(Dataset excerpts)
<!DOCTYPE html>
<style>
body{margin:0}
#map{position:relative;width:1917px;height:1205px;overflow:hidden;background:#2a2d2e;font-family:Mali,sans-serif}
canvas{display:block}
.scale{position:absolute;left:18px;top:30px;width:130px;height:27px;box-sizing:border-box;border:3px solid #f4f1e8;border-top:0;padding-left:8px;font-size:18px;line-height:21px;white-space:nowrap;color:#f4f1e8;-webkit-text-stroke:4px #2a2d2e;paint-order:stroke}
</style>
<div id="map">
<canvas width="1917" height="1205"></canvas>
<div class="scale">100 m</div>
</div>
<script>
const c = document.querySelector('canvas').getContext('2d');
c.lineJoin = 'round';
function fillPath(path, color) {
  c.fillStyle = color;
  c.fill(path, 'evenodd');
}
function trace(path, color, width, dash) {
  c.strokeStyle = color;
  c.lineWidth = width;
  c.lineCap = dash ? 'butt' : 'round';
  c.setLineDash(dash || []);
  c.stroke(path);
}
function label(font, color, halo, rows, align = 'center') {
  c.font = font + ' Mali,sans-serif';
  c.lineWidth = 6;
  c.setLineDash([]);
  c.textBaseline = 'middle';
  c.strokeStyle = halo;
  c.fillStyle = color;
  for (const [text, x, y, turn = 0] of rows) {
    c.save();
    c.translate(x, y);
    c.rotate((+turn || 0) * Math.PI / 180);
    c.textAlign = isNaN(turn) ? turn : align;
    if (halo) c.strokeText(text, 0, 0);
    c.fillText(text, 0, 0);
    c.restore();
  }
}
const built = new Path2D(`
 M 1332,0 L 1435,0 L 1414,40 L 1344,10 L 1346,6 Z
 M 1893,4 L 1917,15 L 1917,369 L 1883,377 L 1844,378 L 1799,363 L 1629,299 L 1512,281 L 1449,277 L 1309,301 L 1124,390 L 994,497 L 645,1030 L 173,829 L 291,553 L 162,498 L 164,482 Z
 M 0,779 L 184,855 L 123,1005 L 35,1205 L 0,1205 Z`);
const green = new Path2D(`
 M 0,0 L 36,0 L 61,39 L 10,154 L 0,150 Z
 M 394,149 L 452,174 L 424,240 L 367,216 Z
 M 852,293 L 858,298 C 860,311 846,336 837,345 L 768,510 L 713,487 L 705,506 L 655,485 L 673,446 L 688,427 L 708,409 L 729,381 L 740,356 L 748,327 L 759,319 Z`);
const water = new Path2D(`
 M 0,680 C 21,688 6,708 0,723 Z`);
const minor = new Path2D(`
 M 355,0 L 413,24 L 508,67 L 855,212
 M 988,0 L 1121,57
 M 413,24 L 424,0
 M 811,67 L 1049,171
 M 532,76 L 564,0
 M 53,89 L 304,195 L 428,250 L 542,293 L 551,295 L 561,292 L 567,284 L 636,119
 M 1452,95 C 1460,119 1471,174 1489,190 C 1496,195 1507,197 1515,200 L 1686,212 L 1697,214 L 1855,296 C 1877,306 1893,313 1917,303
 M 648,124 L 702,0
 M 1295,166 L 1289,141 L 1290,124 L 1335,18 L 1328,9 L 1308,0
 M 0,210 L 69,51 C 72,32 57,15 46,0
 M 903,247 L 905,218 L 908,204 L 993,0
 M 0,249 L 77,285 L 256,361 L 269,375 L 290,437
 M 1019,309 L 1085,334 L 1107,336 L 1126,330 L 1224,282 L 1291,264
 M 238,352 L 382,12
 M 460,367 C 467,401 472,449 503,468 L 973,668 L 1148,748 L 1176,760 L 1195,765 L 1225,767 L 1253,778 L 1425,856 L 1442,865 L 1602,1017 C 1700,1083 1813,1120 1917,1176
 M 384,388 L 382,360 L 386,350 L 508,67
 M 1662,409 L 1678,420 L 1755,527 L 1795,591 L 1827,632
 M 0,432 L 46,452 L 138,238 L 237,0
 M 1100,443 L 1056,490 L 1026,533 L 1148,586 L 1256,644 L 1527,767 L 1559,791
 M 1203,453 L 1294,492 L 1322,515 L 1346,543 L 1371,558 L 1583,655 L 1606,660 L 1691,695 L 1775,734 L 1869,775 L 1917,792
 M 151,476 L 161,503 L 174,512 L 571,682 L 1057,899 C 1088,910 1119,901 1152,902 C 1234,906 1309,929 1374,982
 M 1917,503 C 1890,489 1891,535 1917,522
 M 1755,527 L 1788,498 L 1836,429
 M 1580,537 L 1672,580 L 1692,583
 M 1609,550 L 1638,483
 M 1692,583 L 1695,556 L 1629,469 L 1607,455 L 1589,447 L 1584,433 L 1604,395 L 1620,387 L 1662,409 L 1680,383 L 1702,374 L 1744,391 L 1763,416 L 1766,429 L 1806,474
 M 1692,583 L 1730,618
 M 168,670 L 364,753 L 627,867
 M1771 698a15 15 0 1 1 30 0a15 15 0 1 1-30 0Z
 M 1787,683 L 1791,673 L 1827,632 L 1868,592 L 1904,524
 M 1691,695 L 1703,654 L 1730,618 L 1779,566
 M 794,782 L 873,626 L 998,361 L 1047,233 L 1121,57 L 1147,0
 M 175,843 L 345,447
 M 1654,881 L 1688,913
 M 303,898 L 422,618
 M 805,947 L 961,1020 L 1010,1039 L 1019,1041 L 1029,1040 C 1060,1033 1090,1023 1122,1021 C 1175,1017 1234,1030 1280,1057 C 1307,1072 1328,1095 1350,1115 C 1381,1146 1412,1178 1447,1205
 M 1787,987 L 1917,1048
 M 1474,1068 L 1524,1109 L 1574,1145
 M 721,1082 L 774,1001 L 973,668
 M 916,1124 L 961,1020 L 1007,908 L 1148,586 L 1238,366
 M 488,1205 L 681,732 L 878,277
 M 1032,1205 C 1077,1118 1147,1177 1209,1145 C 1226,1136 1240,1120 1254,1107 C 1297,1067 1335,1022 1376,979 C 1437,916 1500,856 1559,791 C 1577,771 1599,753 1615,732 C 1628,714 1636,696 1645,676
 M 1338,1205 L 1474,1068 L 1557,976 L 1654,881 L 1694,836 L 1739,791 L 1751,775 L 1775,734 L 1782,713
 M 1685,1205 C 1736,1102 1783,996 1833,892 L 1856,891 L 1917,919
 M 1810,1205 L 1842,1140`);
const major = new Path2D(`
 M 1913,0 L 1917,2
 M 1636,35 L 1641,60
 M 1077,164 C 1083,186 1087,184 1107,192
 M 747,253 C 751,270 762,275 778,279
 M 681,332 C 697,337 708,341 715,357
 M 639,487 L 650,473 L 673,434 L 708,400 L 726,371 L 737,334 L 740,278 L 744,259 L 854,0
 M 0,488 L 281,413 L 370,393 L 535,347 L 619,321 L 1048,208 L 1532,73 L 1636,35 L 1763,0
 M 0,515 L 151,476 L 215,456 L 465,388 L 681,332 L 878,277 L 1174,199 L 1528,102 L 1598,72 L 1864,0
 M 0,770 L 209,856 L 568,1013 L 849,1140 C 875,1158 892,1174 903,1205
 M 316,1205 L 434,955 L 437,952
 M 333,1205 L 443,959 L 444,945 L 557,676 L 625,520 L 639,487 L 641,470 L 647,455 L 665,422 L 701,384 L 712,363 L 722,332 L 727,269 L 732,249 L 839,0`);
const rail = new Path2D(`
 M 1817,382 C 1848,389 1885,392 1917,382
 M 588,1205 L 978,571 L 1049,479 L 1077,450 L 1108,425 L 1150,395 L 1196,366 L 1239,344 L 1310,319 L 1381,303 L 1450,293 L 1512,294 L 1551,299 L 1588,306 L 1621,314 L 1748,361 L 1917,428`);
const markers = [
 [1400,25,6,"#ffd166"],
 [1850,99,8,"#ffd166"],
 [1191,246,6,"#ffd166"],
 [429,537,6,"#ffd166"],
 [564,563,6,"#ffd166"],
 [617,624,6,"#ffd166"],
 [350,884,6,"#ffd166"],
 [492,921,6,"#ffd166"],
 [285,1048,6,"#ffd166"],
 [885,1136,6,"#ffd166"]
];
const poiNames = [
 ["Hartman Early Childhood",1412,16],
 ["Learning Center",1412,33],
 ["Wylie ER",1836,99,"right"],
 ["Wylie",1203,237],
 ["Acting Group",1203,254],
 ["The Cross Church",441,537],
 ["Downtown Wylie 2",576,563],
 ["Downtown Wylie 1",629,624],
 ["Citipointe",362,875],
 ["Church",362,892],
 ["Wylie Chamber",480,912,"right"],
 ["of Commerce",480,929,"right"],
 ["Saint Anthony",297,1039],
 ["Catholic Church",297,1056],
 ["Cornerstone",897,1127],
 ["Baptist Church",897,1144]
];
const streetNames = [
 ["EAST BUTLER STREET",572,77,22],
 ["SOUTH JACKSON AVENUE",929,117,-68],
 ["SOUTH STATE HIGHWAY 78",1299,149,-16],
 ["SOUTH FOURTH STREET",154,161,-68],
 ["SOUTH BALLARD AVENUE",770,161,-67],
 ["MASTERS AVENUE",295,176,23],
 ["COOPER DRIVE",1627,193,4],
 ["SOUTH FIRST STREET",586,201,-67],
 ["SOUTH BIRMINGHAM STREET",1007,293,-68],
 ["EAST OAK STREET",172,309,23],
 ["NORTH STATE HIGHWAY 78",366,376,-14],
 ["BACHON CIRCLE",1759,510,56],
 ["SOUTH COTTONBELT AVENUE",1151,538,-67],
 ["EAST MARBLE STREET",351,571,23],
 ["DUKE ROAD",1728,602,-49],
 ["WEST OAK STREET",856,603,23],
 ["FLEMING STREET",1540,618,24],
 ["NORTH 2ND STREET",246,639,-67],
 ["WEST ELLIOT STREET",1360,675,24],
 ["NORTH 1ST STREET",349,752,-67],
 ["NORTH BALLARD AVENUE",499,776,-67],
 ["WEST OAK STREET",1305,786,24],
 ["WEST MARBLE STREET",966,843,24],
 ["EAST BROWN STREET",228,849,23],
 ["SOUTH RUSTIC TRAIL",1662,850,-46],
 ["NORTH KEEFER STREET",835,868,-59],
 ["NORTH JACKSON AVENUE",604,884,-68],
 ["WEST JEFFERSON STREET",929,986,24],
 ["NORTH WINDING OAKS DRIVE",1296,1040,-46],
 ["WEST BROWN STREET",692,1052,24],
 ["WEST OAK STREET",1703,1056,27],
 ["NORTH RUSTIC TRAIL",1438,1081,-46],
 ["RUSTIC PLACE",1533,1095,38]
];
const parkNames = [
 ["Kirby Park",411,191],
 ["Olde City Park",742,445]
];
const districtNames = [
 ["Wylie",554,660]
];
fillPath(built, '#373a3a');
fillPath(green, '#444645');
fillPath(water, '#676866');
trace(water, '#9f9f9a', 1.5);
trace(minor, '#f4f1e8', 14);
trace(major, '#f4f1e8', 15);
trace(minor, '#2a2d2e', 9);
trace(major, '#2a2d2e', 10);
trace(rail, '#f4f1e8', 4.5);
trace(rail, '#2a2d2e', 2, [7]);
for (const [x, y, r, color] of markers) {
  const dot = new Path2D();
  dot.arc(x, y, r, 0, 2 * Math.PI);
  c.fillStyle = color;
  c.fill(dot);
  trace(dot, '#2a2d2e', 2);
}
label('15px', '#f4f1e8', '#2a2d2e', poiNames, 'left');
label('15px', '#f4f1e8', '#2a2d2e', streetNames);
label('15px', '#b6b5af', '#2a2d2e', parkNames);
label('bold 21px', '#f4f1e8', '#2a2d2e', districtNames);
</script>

-- Required work --
Taking the records from the top, repeat each line exactly until you have repeated the line that contains "M 413,24 L 424,0".

-- Response --
<!DOCTYPE html>
<style>
body{margin:0}
#map{position:relative;width:1917px;height:1205px;overflow:hidden;background:#2a2d2e;font-family:Mali,sans-serif}
canvas{display:block}
.scale{position:absolute;left:18px;top:30px;width:130px;height:27px;box-sizing:border-box;border:3px solid #f4f1e8;border-top:0;padding-left:8px;font-size:18px;line-height:21px;white-space:nowrap;color:#f4f1e8;-webkit-text-stroke:4px #2a2d2e;paint-order:stroke}
</style>
<div id="map">
<canvas width="1917" height="1205"></canvas>
<div class="scale">100 m</div>
</div>
<script>
const c = document.querySelector('canvas').getContext('2d');
c.lineJoin = 'round';
function fillPath(path, color) {
  c.fillStyle = color;
  c.fill(path, 'evenodd');
}
function trace(path, color, width, dash) {
  c.strokeStyle = color;
  c.lineWidth = width;
  c.lineCap = dash ? 'butt' : 'round';
  c.setLineDash(dash || []);
  c.stroke(path);
}
function label(font, color, halo, rows, align = 'center') {
  c.font = font + ' Mali,sans-serif';
  c.lineWidth = 6;
  c.setLineDash([]);
  c.textBaseline = 'middle';
  c.strokeStyle = halo;
  c.fillStyle = color;
  for (const [text, x, y, turn = 0] of rows) {
    c.save();
    c.translate(x, y);
    c.rotate((+turn || 0) * Math.PI / 180);
    c.textAlign = isNaN(turn) ? turn : align;
    if (halo) c.strokeText(text, 0, 0);
    c.fillText(text, 0, 0);
    c.restore();
  }
}
const built = new Path2D(`
 M 1332,0 L 1435,0 L 1414,40 L 1344,10 L 1346,6 Z
 M 1893,4 L 1917,15 L 1917,369 L 1883,377 L 1844,378 L 1799,363 L 1629,299 L 1512,281 L 1449,277 L 1309,301 L 1124,390 L 994,497 L 645,1030 L 173,829 L 291,553 L 162,498 L 164,482 Z
 M 0,779 L 184,855 L 123,1005 L 35,1205 L 0,1205 Z`);
const green = new Path2D(`
 M 0,0 L 36,0 L 61,39 L 10,154 L 0,150 Z
 M 394,149 L 452,174 L 424,240 L 367,216 Z
 M 852,293 L 858,298 C 860,311 846,336 837,345 L 768,510 L 713,487 L 705,506 L 655,485 L 673,446 L 688,427 L 708,409 L 729,381 L 740,356 L 748,327 L 759,319 Z`);
const water = new Path2D(`
 M 0,680 C 21,688 6,708 0,723 Z`);
const minor = new Path2D(`
 M 355,0 L 413,24 L 508,67 L 855,212
 M 988,0 L 1121,57
 M 413,24 L 424,0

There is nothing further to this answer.